Another interesting detail in the data is how tight or wide the confidence intervals are, which means how much uncertainty there is in the autonomy scores. For high‑volume sectors like Computer & Mathematical (3.499–3.505) and Arts & Media (3.263–3.276), the intervals are extremely narrow. That’s because these fields have a huge number of observations, so the estimates are very precise. By contrast, sectors with fewer tasks show wider ranges. For example, Transportation (3.289–3.413), Building & Grounds (3.096–3.253), and Healthcare Support (3.109–3.218) all have broader spreads. This happens because smaller sample sizes leave more room for variation, meaning the autonomy patterns in these areas are less settled and could shift as more data comes in.

 

One point worth noting is that autonomy doesn't directly match success rates. For example, Production has the highest autonomy but only a 69.9% success rate, while Transportation has a mid‑range autonomy score yet the highest success rate at 87.9%. This highlights a trade‑off: giving AI more independence can speed things up and scale tasks, but it also increases the risk of errors when instructions aren't crystal clear.

 

One of the most surprising findings in the dataset is about time. Across all 22 job groups, tasks done with AI actually take longer, the median time is 10.2 minutes, compared to just 2 minutes without AI. At first glance, this might look like AI is slowing things down, but that's not always what's happening. Another possibility about what the data shows is that people use AI for bigger, more complex, multi‑step tasks than they would attempt alone. In other words, AI is not only about doing the same work faster, but also about enabling people to take on work they couldn't or wouldn't do without help.

 

This is captured in the Time Savings Ratio, which compares how long tasks take with AI versus without it. Every occupational group shows a negative ratio, meaning tasks with AI take longer. For example, in Computer & Mathematical jobs, the ratio is -4.28, which means tasks take about 4.3 times longer with AI. That could be because AI is used for much more complex coding and analysis work. The same pattern appears across other occupations, whic all show tasks stretching from just a couple of minutes without AI to 10-16 minutes with it.

 

Another important measure is how often tasks are classified as requiring AI capability, meaning they couldn't be completed to the right standard without AI's help.

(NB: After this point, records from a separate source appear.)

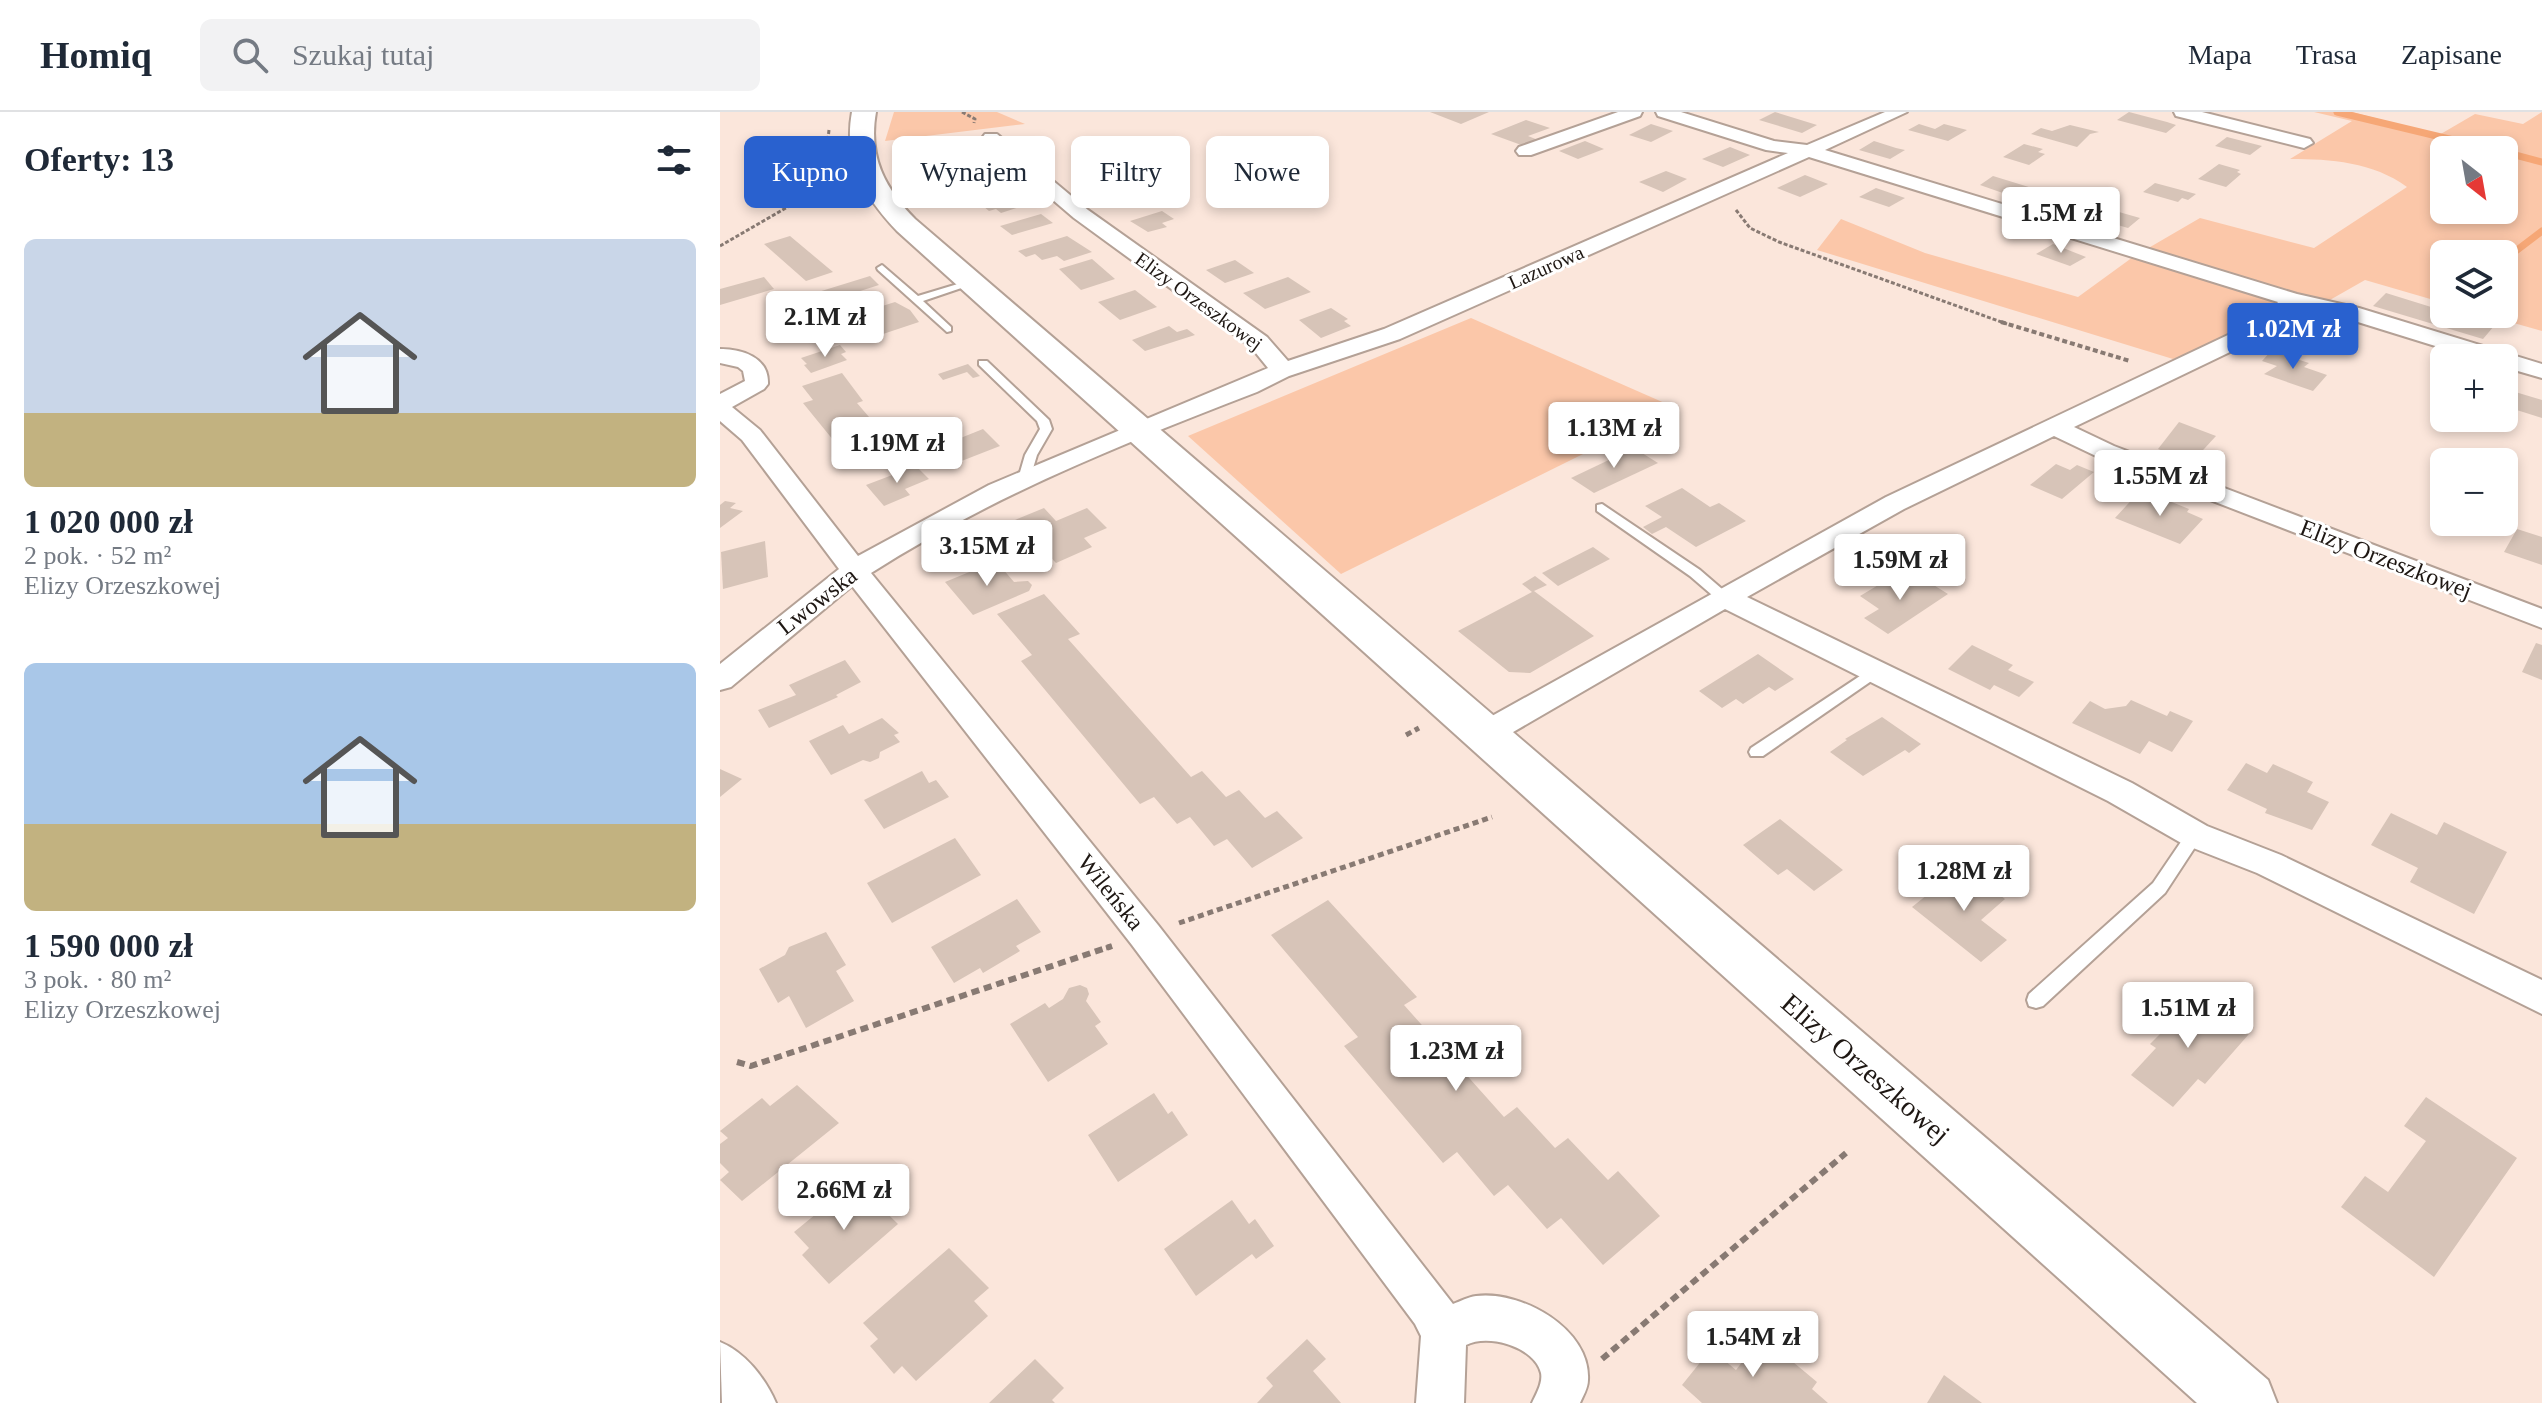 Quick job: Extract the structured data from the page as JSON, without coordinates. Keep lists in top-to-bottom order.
{
  "streets": {
    "street": [
      "Lazurowa",
      "Elizy Orzeszkowej",
      "Lwowska",
      "Wileńska"
    ]
  },
  "crossings": [
    ["Lazurowa", "Elizy Orzeszkowej"],
    ["Elizy Orzeszkowej", "Lwowska"],
    ["Lwowska", "Wileńska"]
  ],
  "north": "bottom right",
  "page": {
    "header": "Homiq",
    "search": "Szukaj tutaj",
    "nav": ["Mapa", "Trasa", "Zapisane"],
    "heading": "Oferty: 13",
    "map_buttons": ["+", "−"],
    "chip": [
      "Kupno",
      "Wynajem",
      "Filtry",
      "Nowe"
    ],
    "price": [
      "1.5M zł",
      "2.1M zł",
      "1.02M zł",
      "1.13M zł",
      "1.19M zł",
      "1.55M zł",
      "3.15M zł",
      "1.59M zł",
      "1.28M zł",
      "1.51M zł",
      "1.23M zł",
      "2.66M zł",
      "1.54M zł"
    ],
    "list": [
      {
        "name": "1 020 000 zł",
        "note": "2 pok. · 52 m² · Elizy Orzeszkowej"
      },
      {
        "name": "1 590 000 zł",
        "note": "3 pok. · 80 m² · Elizy Orzeszkowej"
      }
    ]
  }
}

This metric shows where AI is a structural necessity, not just a convenience. The highest dependency is in Computer & Mathematical jobs, where nearly 1 in 4 tasks (22.9%) rely on AI. These include advanced code generation, complex data pipelines, and multi‑file refactoring, which are works that would be extremely difficult for humans to handle alone. Production roles follow closely at 21.2%, driven by program modifications, numerical computations, and electronics programming. Installation, Maintenance & Repair also shows a high dependency rate at 19.1%, reflecting the complexity of diagnosing and configuring technical systems. By contrast, fields like Personal Care & Service (0.9%) and Farming, Fishing & Forestry (0.5%) show almost no structural dependency. In these areas, AI is more of a helpful add‑on than a requirement, used for convenience rather than necessity.

 

4. Exploring more insights with AI data analyst

 

Dashboard page: AI Economic Index - Explore More with AI Data Analyst

 

This page is all about how you can discover more insights from my data by asking Bruin questions. For example, you can just simply ask,

 

Based on the data, what kind of tasks can AI help me as a physicist?

 

Then, Bruin will relate your question to the data it has, query the data assets from the pipelines, and return answers based on actual query results. This approach helps reduce, or even avoid, what's often called AI hallucinations, which happen when an AI generates information that sounds convincing but isn't accurate. By linking questions directly to real data, the system stays focused, delivers more reliable answers, and highlights insights that truly matter, so that some incidents like this could be avoided. You can join the AI Economic Index Discord server here.

 

Conclusions

 

The data across all sections tells a consistent story: AI at work is evolving toward balance, not toward full automation.

 

The automation surge of mid-2025 turned out to be a temporary peak rather than a permanent shift. By early 2026, augmentation had regained its dominance, and the steady growth of validation use cases reflects this well. Organizations are increasingly using AI to support and review human work, not just to replace it. Meanwhile, AI-assisted learning has remained stable throughout, suggesting it has become a default behavior rather than a passing trend.

 

Adoption is also spreading well beyond its technical roots. Computer and Mathematical jobs still lead in usage share, but their relative dominance is shrinking as Education, Sales, Healthcare, and Administrative roles catch up. AI is no longer concentrated in the hands of engineers and data scientists.

 

On the effectiveness side, the 72.7% average success rate is promising, but the more revealing finding is the time savings paradox. Tasks completed with AI consistently take longer than those done without it. Rather than a sign of inefficiency, this could suggest that people are using AI to take on more complex, ambitious work than they would attempt alone. This is reinforced by the AI dependency metric, where fields like Computer and Mathematical jobs and Production show the highest share of tasks that genuinely require AI to complete to a satisfactory standard.

 

Taken together, the picture that emerges is one where AI's greatest contribution is not speed or automation on its own, but the expansion of what individuals and organizations can realistically attempt.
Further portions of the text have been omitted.